Review: ‘Expendables’ is long on cheesy nostalgia

He almost may qualify for Social Security. His face may look now like an overtanned Shar-Pei’s. But that doesn’t stop 64-year-old Sly Stallone.

He defiantly directs himself in a scene where he outruns a hurtling airplane, jumps for it and then hangs by his fingertips from its open doorway as it ascends. Like “The Expendables,” his 1980s acid flashback of an action-adventure, senior citizen Rambo earns an “A” for chutzpah and an “F” for credibility. Cheesy, inappropriate and irresistible — these descriptions could all apply to both the man and the movie.

Every laughable cliche informs the story, dialogue, cardboard characters and even the “classic” rock soundtrack of today’s spectacle. But the testosterone-drenched adorability of Sly and friends as they spray bullets, hurl daggers, judo-flip each other and dodge sky-high fireballs by the dozens — it somehow cannot be denied. An ancient crew out of action movie heaven — the youngest member being 37-year-old cockney toughie Jason Statham — looks like it is having a ball making this politically incorrect caca. The cheeky attitude radiates off the screen.

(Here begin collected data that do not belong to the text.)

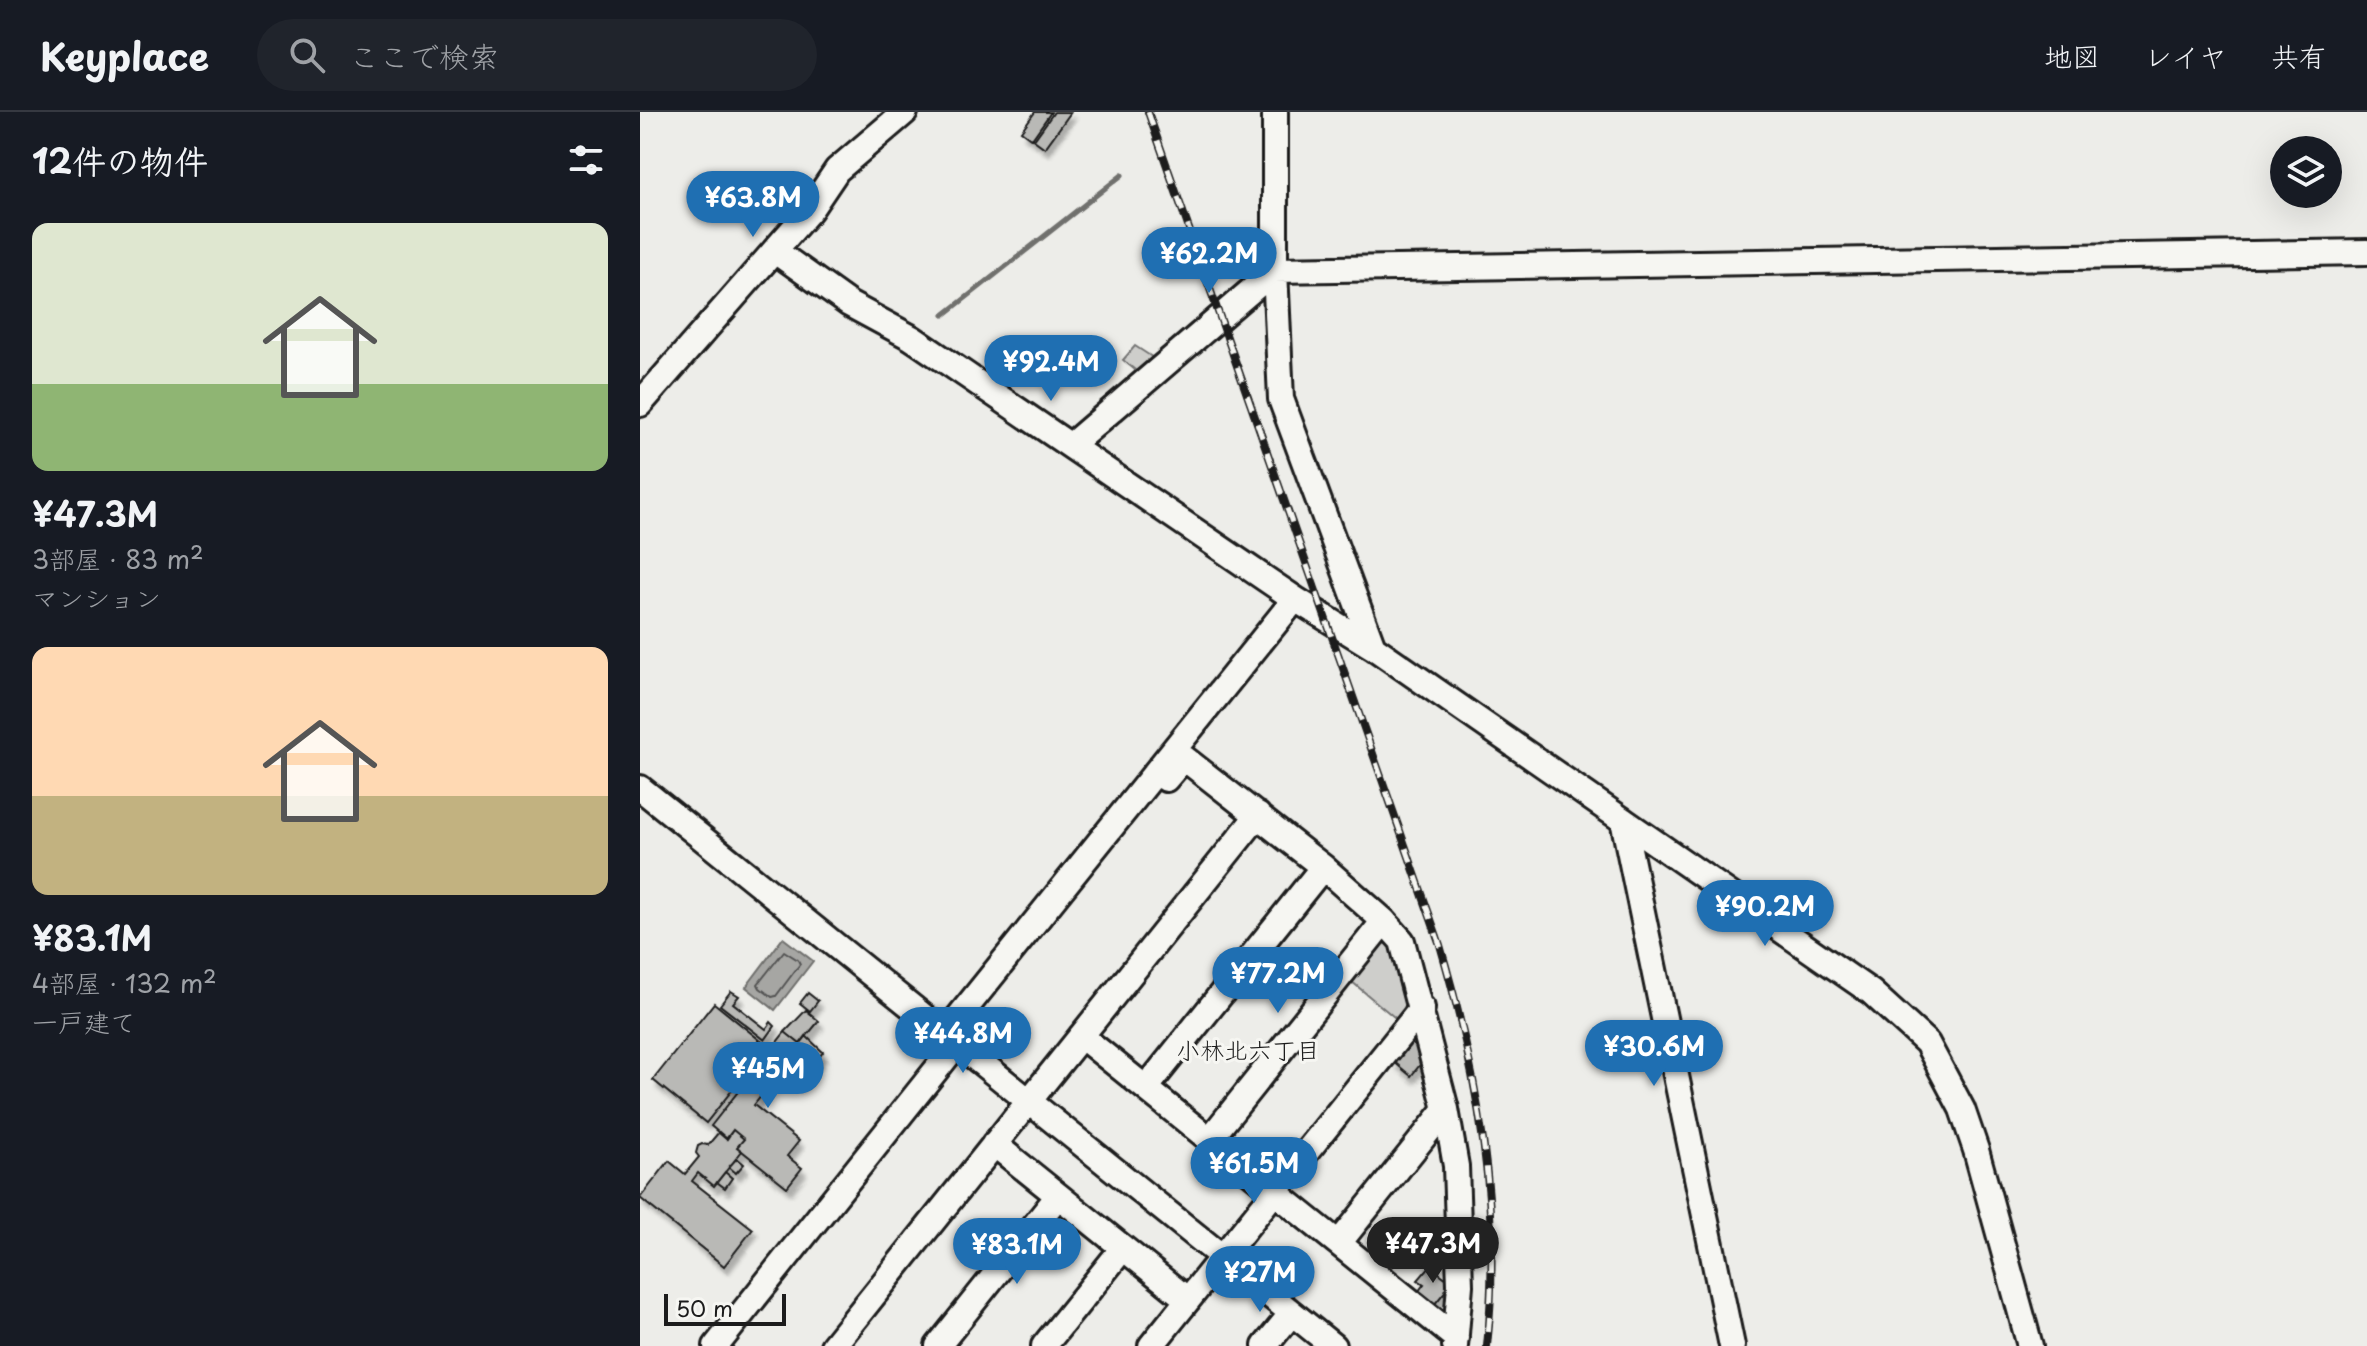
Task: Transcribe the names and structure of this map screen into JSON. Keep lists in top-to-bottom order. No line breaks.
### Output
{"districts":["小林北六丁目"],"scale_bar":"50 m","page":{"header":"Keyplace","search":"ここで検索","nav":["地図","レイヤ","共有"],"heading":"12件の物件","price":["¥63.8M","¥62.2M","¥92.4M","¥90.2M","¥77.2M","¥44.8M","¥30.6M","¥45M","¥61.5M","¥47.3M","¥83.1M","¥27M"],"list":[{"name":"¥47.3M","note":"3部屋 · 83 m² · マンション"},{"name":"¥83.1M","note":"4部屋 · 132 m² · 一戸建て"}],"scale":"50 m"}}
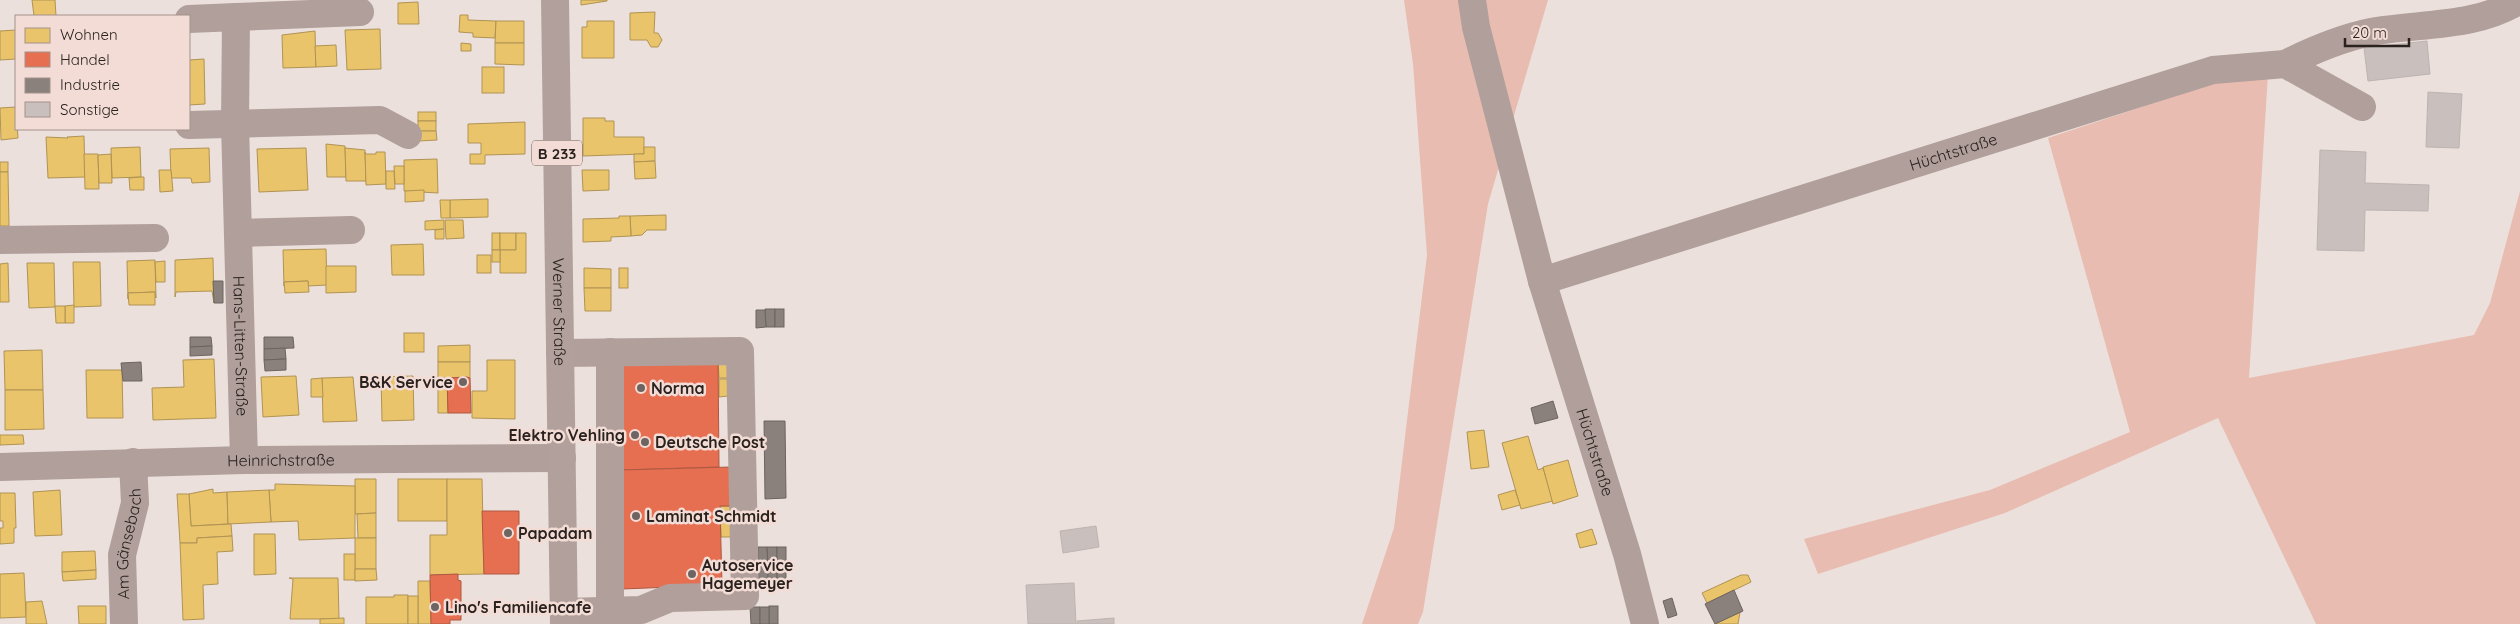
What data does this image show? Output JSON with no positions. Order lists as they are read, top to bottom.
{
  "streets": {
    "main road": ["B 233", "Werner Straße"],
    "street": [
      "Hüchtstraße",
      "Hans-Litten-Straße",
      "Heinrichstraße",
      "Am Gänsebach"
    ]
  },
  "crossings": [
    ["Werner Straße", "Heinrichstraße"],
    ["Hans-Litten-Straße", "Heinrichstraße"],
    ["Heinrichstraße", "Am Gänsebach"]
  ],
  "places": [
    "B&K Service",
    "Norma",
    "Elektro Vehling",
    "Deutsche Post",
    "Laminat Schmidt",
    "Papadam",
    "Autoservice Hagemeyer",
    "Lino's Familiencafe"
  ],
  "legend": [
    "Wohnen",
    "Handel",
    "Industrie",
    "Sonstige"
  ],
  "scale_bar": "20 m"
}
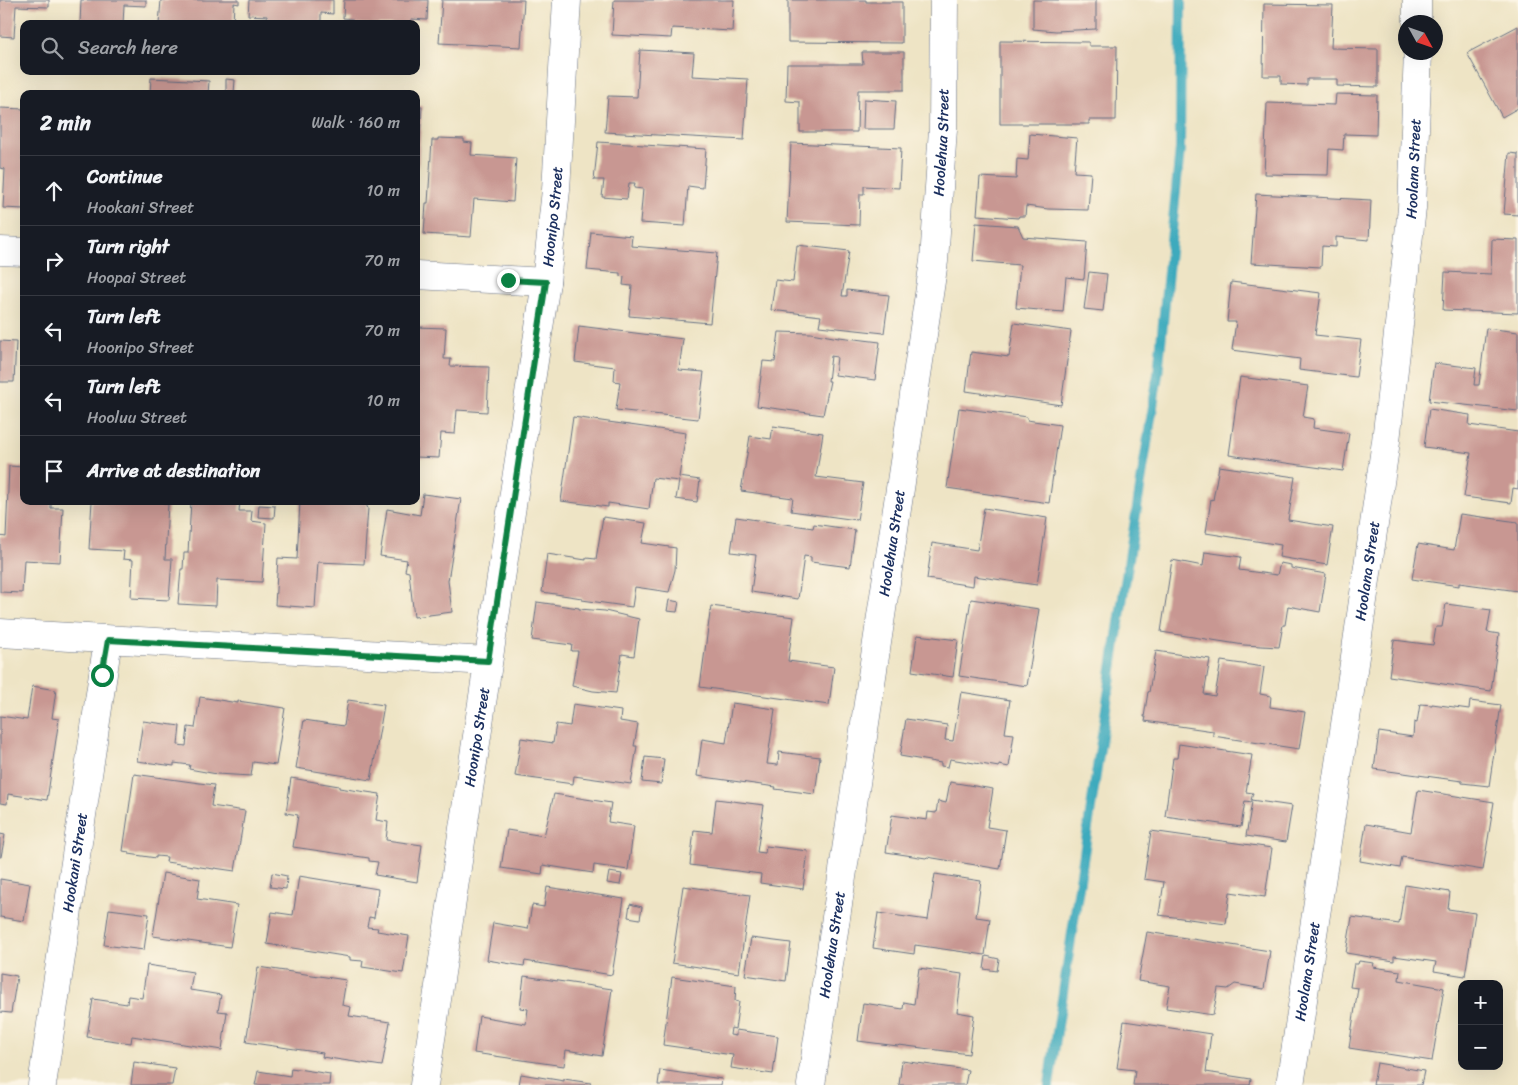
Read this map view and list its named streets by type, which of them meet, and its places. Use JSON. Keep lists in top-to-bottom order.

As if we didn’t already get that “The Expendables” is meant as nostalgia for the bad old days of swaggering, hard-core R-rated body count pictures, there’s even one satiric scene where Stallone’s former peers Ah-nold Schwarzenegger and Bruce Willis make a cameo appearance. Apparently, everybody is in on the joke.

And, trust and believe, the script is a joke — co-written with Stallone by David Callaham. It involves a sinister CIA rogue (Eric Roberts), a puppet Latin American generalissimo (David Zayas), the dictator’s beautiful victimized daughter Sandra (Giselle Itie) and cocaine smuggling. With these elements, can’t you just write your own movie?

All anyone really needs to know is that mercenary good guys are trying to stop sadistic bad guys — accompanied by as much death of the extras and destruction of the cheap sets as possible.

Stallone’s Barney Ross leads “characters” played by Mickey Rourke (age 57), martial arts expert Jet Li (age 47), Ultimate Fighter Randy Couture (age 47), NFL vet Terry Crews (age 42) and the aforementioned Statham against “Stone Cold” Steve Austin (age 45) and hunky has-been Dolph Lundgren (age 52). They all play rough variations on their familiar pop culture personas while proving to middle-aged men that they can still be hot and dangerous past their prime.

Plus, these “Expendables” have the courage of their regressive, male fantasy convictions.